__Problem to work on__
In the data below, find each line carrying the string "nowrap" and copy it out.

Records shown section start

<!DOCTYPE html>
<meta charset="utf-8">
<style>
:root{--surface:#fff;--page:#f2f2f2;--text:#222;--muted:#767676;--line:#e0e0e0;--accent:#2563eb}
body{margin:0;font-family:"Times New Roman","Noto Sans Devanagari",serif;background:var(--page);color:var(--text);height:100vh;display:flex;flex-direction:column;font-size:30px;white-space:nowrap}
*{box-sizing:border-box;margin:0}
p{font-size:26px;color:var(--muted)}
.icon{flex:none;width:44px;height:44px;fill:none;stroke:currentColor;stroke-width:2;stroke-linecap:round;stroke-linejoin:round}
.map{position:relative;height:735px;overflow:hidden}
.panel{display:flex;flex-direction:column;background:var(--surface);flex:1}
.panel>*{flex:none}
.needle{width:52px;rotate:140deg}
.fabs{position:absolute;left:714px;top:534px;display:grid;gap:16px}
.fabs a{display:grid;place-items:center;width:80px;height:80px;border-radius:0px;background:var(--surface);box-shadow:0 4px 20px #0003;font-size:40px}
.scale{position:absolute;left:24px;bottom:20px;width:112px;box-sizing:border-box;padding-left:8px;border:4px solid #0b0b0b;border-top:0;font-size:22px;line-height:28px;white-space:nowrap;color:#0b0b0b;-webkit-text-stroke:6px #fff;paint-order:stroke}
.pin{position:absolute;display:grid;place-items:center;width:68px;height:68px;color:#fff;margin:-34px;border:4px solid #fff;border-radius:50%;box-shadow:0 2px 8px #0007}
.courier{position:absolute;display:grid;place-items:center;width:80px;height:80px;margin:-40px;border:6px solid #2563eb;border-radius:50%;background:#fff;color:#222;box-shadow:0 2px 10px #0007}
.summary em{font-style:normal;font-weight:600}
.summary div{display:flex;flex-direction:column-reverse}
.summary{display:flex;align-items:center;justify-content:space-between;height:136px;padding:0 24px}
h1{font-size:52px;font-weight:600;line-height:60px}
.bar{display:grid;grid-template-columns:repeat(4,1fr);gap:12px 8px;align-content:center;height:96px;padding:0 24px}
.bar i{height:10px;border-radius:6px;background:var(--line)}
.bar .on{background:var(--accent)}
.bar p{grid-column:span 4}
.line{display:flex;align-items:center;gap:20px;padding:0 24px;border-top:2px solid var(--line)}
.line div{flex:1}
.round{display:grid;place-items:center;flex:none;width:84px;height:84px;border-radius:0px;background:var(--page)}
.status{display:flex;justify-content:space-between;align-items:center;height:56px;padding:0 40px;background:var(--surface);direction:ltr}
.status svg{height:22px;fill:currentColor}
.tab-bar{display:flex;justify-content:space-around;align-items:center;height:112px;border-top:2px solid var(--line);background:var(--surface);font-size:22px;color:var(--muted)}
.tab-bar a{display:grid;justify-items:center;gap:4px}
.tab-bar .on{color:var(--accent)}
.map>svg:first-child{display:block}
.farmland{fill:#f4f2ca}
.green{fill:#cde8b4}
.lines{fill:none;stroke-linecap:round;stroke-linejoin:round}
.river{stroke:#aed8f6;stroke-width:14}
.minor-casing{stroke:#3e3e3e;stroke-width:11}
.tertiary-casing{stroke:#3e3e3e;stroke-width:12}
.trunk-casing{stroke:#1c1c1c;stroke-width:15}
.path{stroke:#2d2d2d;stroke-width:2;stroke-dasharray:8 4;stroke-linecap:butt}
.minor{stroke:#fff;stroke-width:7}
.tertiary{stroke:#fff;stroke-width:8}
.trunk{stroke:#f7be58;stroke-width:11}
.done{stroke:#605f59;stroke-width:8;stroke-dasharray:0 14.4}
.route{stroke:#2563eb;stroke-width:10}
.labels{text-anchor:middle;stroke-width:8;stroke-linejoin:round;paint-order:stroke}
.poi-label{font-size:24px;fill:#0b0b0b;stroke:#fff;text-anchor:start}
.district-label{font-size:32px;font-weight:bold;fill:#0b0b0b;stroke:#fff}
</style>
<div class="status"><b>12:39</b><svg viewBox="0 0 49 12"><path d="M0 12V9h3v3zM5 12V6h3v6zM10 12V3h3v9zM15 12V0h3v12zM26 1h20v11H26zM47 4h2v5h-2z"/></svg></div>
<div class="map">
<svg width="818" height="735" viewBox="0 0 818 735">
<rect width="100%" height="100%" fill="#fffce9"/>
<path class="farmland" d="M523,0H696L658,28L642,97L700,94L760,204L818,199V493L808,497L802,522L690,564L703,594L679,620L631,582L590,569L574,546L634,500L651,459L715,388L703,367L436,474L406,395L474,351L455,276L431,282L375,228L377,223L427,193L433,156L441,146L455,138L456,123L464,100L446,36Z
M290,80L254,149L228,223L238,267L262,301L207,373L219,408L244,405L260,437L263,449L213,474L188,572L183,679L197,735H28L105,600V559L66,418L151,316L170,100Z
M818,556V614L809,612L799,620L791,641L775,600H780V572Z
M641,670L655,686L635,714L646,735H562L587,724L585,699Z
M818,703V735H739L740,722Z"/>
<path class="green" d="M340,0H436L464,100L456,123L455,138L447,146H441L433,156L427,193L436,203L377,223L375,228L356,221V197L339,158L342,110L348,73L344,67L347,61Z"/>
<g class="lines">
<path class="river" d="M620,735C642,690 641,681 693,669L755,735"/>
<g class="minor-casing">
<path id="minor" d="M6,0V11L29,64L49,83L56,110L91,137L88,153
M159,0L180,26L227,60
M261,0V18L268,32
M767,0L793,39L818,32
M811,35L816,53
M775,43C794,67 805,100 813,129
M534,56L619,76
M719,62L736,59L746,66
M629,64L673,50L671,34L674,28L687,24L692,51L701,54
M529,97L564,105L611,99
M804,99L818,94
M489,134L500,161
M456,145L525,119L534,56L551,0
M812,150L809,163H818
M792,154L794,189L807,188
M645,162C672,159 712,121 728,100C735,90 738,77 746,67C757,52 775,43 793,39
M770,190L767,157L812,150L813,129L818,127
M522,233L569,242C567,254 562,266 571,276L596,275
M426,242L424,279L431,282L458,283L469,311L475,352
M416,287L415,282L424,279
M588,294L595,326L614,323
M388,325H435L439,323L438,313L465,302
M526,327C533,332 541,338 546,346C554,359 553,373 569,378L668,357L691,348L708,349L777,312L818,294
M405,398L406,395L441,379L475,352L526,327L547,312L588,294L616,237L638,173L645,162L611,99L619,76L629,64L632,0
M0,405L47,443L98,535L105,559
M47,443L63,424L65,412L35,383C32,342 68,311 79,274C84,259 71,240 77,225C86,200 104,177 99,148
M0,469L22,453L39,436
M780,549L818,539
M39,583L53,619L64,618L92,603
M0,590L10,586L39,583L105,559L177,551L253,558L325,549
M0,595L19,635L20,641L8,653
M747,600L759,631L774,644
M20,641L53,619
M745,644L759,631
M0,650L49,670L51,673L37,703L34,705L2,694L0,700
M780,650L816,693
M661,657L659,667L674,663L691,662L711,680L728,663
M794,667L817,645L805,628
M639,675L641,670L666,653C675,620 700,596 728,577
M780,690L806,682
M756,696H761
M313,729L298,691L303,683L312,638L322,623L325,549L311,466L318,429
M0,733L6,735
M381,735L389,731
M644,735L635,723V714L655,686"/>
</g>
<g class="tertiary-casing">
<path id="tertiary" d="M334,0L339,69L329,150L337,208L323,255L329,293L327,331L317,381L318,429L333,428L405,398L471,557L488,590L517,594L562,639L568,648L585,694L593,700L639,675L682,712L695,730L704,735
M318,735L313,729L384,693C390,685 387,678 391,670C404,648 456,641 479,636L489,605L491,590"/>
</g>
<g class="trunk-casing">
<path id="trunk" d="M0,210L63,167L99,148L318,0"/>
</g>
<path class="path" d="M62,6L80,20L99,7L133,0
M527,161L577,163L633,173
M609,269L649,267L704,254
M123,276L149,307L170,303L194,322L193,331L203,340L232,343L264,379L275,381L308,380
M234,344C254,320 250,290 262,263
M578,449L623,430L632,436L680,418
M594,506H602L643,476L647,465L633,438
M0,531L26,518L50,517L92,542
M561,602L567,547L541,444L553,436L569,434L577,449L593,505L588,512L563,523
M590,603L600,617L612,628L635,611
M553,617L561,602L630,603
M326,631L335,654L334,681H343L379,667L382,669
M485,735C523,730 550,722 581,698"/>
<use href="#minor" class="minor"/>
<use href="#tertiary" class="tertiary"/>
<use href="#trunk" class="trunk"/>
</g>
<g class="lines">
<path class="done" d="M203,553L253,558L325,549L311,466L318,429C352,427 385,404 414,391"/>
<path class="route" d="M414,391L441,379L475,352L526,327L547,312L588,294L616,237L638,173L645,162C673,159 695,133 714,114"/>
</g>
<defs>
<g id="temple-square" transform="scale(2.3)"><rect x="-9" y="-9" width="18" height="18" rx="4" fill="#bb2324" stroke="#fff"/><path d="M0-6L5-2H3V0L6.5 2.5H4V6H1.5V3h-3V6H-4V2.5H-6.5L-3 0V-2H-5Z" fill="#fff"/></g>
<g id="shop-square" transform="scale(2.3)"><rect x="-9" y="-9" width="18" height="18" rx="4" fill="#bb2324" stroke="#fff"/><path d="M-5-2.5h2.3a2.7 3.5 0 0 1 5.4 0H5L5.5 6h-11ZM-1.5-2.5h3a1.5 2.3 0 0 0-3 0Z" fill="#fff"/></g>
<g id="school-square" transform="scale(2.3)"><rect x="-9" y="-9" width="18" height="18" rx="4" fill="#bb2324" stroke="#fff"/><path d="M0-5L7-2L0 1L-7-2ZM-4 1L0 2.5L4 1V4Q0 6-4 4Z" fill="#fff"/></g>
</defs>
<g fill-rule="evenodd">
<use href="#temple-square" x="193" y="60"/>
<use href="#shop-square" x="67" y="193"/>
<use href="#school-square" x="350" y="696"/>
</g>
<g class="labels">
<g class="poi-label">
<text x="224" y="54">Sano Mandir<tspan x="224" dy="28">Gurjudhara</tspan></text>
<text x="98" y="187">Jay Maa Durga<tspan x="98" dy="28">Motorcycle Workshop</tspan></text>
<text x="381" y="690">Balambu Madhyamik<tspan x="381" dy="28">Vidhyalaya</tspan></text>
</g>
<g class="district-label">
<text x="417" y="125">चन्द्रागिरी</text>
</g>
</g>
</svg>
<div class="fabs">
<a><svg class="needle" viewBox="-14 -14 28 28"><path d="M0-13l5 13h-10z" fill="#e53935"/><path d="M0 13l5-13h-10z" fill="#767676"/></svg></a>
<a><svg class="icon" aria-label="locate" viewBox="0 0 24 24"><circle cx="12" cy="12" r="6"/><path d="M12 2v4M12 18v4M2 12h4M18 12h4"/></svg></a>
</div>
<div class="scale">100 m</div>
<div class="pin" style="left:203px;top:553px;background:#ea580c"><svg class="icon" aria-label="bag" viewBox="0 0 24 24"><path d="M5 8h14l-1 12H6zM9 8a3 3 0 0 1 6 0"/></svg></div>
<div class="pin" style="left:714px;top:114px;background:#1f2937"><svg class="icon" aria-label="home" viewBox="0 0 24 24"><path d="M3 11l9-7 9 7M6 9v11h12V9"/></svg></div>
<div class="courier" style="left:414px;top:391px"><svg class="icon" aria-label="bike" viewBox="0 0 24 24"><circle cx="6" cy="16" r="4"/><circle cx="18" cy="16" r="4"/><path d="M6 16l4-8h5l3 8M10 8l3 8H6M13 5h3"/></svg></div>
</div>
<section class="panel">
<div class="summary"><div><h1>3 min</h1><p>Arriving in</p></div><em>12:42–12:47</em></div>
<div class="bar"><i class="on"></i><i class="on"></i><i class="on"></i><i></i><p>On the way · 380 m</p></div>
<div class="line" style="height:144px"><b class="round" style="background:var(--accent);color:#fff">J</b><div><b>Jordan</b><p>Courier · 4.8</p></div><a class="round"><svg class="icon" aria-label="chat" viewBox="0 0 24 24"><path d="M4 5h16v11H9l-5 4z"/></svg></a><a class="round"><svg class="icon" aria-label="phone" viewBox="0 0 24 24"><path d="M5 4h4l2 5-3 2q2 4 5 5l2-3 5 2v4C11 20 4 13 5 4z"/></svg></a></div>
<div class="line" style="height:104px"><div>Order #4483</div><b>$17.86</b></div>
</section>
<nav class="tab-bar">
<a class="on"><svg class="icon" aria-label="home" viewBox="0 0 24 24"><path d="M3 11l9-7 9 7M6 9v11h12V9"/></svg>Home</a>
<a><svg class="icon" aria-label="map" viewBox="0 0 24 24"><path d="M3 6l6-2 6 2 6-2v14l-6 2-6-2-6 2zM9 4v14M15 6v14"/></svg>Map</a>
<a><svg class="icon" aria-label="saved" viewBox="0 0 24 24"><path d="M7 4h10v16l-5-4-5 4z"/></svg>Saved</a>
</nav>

Records shown section end
Records shown section start

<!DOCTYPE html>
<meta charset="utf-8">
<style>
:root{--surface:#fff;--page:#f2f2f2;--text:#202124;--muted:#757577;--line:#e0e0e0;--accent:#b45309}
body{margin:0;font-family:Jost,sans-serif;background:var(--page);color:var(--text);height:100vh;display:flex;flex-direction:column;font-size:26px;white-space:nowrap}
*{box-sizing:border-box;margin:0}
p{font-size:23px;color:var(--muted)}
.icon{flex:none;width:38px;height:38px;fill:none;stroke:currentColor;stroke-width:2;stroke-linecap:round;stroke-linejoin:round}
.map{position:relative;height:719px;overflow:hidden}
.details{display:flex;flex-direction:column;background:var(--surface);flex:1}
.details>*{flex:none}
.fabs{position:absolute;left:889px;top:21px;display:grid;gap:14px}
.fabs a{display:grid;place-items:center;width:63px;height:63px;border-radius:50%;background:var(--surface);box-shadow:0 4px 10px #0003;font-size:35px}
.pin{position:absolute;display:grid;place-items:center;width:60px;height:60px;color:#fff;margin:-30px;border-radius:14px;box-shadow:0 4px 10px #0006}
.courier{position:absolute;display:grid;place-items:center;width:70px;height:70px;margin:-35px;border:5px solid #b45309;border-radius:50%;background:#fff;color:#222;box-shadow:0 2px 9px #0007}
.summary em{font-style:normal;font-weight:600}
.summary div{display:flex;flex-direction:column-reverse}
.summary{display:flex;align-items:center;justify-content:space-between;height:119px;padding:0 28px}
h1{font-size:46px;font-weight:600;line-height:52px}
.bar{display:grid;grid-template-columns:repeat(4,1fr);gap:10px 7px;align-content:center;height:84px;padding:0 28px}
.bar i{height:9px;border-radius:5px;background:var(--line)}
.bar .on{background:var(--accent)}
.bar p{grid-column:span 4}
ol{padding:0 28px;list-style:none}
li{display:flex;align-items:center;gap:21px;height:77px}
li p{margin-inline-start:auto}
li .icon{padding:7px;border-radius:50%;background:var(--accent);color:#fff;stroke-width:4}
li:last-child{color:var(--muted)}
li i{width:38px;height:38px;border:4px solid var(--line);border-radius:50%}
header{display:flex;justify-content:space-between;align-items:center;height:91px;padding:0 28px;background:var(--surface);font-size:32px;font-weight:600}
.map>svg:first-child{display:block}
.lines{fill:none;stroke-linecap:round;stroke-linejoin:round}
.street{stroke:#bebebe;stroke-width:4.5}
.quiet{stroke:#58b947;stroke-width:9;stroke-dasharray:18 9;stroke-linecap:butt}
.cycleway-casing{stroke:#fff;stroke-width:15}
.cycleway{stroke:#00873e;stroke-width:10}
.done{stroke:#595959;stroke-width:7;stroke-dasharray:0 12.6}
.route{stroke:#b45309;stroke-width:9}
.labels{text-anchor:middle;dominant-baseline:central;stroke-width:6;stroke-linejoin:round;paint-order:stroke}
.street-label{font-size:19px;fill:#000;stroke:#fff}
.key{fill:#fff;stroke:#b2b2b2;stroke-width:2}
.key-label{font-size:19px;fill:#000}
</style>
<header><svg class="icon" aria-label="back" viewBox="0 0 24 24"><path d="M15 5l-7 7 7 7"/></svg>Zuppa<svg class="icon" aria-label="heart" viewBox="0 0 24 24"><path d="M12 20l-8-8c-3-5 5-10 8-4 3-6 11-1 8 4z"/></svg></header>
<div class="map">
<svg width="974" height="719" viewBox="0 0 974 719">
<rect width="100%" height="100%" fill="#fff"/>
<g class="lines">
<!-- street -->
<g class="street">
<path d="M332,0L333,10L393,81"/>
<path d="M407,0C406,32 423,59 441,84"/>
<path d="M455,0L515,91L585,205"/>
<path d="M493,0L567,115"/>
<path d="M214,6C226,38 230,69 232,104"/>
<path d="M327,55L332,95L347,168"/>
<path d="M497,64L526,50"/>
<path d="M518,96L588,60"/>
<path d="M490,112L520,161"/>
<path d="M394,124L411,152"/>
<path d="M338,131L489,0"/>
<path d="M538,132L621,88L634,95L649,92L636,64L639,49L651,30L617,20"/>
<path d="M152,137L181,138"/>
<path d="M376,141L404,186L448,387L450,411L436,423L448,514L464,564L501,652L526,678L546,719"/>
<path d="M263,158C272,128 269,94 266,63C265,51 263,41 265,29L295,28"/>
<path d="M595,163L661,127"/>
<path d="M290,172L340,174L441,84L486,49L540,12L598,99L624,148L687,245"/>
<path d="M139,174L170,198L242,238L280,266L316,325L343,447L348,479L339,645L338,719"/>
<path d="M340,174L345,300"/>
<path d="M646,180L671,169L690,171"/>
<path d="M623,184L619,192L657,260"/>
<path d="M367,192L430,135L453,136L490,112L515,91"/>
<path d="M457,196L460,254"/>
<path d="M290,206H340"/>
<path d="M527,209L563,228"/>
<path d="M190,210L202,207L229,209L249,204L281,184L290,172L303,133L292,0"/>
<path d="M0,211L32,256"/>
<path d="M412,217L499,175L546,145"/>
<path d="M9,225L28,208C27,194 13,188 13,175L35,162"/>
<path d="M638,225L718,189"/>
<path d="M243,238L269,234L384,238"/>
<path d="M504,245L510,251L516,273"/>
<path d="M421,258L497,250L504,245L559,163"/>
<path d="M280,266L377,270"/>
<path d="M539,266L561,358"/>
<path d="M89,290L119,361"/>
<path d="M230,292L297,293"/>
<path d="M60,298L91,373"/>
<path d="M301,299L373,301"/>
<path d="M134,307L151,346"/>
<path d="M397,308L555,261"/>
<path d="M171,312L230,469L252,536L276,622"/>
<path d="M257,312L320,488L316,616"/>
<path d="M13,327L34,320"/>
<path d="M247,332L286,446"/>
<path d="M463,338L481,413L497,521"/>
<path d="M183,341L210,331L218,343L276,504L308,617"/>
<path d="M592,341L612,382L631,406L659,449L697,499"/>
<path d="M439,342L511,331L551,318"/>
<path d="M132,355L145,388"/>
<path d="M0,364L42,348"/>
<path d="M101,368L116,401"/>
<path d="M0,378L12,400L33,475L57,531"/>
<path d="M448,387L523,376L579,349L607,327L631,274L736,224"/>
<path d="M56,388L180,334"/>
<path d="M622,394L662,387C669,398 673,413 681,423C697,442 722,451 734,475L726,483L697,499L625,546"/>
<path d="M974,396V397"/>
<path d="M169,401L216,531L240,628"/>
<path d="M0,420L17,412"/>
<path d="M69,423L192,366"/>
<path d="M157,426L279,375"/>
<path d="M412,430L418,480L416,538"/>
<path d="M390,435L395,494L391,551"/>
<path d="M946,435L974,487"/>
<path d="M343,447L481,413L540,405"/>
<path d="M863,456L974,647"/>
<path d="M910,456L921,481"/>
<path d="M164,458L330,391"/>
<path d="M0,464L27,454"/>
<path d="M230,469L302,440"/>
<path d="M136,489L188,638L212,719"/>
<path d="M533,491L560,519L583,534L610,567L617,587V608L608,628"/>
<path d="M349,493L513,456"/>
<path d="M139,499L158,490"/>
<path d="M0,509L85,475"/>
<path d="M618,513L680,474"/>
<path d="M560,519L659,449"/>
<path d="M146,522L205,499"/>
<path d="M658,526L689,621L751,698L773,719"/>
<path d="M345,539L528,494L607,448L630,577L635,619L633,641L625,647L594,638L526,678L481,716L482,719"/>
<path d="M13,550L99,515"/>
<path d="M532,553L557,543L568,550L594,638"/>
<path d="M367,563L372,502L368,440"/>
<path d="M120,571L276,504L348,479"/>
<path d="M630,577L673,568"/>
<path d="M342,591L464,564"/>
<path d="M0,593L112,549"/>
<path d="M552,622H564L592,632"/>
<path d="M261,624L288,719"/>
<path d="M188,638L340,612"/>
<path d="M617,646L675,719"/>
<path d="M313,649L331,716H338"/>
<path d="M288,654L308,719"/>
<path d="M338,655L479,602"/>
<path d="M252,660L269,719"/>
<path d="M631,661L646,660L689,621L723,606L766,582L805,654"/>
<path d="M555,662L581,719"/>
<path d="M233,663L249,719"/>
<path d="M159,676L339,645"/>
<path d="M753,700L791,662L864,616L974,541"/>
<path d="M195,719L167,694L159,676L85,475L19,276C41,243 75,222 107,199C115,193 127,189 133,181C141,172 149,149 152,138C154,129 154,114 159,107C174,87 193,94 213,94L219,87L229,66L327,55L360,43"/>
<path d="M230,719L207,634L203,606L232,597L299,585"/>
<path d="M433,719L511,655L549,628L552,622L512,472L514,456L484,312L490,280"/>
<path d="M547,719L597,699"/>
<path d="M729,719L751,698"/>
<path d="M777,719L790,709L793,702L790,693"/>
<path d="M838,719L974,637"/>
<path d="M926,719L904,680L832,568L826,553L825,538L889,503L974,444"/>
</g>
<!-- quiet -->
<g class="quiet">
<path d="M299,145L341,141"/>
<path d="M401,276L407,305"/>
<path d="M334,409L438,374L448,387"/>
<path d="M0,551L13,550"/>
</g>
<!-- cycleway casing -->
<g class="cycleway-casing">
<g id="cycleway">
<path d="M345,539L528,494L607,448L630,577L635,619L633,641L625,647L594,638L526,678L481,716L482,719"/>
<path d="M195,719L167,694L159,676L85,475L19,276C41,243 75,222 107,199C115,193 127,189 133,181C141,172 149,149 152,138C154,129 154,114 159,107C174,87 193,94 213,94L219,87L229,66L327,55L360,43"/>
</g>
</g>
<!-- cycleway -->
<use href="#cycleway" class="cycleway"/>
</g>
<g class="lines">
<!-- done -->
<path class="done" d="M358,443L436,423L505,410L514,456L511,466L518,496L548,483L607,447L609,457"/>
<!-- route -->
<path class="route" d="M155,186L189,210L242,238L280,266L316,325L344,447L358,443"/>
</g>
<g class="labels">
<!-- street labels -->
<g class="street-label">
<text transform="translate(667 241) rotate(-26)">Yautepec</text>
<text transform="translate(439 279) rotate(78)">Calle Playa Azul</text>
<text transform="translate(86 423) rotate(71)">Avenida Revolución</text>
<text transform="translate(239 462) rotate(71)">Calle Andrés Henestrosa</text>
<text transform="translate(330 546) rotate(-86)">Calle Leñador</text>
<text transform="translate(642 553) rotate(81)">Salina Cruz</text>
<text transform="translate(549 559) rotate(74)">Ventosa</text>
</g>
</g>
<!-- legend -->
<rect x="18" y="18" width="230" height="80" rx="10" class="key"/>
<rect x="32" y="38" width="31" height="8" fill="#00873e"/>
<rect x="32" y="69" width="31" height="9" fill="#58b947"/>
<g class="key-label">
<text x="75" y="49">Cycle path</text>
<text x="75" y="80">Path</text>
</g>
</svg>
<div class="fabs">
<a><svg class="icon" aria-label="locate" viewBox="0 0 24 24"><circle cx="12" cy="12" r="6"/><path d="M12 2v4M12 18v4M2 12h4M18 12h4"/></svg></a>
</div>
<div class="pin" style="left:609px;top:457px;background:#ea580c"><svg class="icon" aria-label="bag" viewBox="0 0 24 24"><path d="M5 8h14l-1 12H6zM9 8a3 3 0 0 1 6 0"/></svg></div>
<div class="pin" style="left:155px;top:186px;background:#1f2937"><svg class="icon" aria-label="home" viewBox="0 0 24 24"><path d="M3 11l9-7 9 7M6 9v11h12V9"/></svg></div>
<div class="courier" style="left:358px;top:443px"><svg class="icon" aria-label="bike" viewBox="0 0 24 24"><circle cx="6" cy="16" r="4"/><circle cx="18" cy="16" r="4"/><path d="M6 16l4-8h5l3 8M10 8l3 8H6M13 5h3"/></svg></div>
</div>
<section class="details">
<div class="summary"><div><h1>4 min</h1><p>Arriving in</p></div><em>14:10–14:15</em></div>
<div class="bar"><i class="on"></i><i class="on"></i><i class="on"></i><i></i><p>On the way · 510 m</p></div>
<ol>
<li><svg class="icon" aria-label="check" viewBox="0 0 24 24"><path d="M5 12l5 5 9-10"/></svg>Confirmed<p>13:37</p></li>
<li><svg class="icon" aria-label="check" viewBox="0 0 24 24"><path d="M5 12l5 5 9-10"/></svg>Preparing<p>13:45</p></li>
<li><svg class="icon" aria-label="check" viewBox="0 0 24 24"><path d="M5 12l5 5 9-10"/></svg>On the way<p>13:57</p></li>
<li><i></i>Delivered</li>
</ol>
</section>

Records shown section end

__Solution below__
body{margin:0;font-family:"Times New Roman","Noto Sans Devanagari",serif;background:var(--page);color:var(--text);height:100vh;display:flex;flex-direction:column;font-size:30px;white-space:nowrap}
.scale{position:absolute;left:24px;bottom:20px;width:112px;box-sizing:border-box;padding-left:8px;border:4px solid #0b0b0b;border-top:0;font-size:22px;line-height:28px;white-space:nowrap;color:#0b0b0b;-webkit-text-stroke:6px #fff;paint-order:stroke}
body{margin:0;font-family:Jost,sans-serif;background:var(--page);color:var(--text);height:100vh;display:flex;flex-direction:column;font-size:26px;white-space:nowrap}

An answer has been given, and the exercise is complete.